Data extracts below:

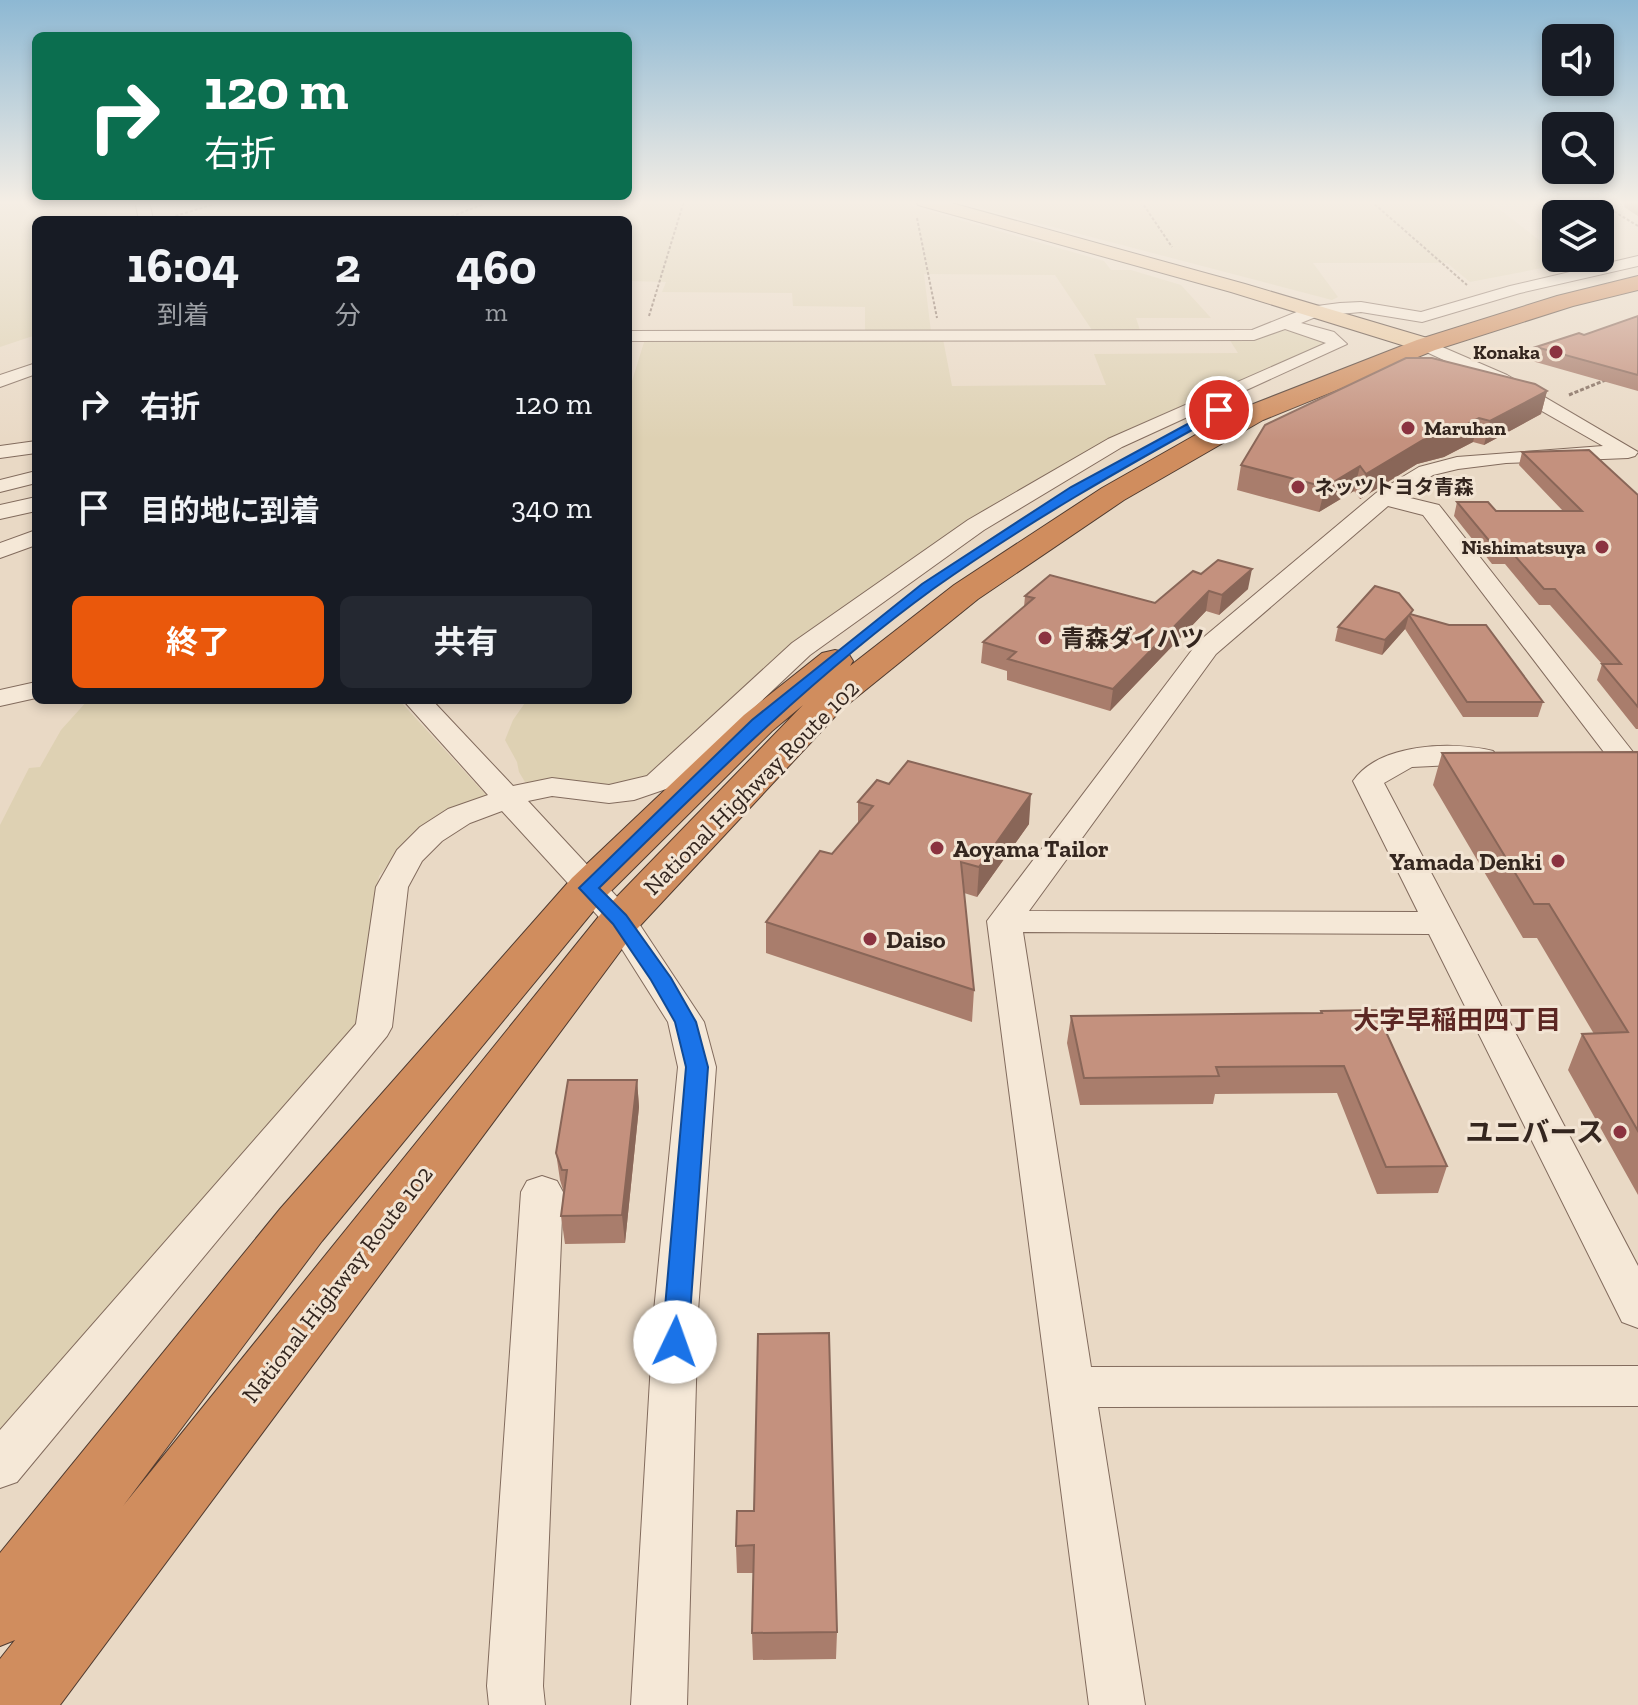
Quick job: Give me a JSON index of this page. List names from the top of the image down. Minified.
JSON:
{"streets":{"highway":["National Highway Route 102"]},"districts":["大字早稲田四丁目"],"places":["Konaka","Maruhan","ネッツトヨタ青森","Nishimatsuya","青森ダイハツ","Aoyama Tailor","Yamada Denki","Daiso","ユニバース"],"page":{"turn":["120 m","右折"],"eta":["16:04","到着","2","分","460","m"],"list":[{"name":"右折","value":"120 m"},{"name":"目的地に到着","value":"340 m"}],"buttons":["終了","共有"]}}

End of Data extracts.
Data extracts below:

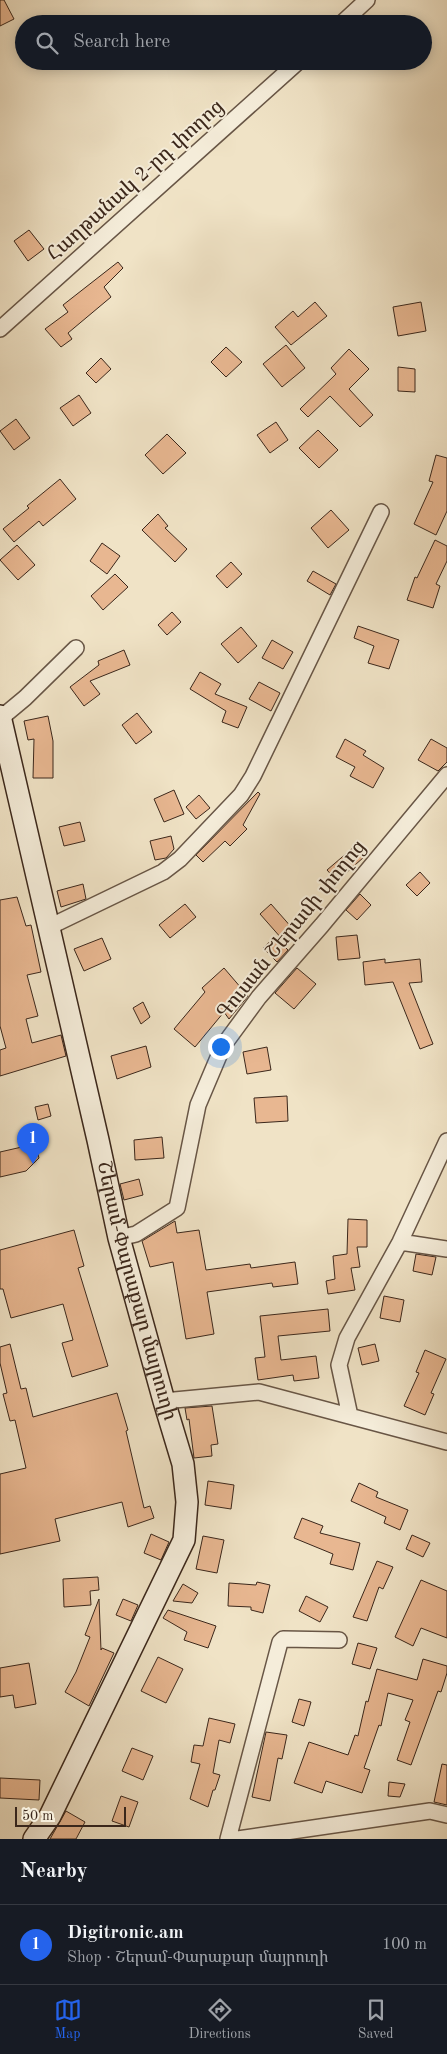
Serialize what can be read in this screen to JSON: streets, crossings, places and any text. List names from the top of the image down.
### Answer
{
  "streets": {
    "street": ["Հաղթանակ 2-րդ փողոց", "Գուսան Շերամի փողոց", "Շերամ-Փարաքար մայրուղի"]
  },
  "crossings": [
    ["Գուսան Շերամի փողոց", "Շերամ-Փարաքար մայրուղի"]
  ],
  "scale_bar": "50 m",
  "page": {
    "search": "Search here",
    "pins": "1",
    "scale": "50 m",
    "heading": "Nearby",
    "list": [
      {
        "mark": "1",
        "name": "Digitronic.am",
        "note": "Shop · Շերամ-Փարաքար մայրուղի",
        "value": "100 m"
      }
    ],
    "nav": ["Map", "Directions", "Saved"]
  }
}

End of Data extracts.

Task goal
Where a line of the data holds "down", show that line.

Exercise result
Quick job: Give me a JSON index of this page. List names from the top of the image down. Minified.
Serialize what can be read in this screen to JSON: streets, crossings, places and any text. List names from the top of the image down.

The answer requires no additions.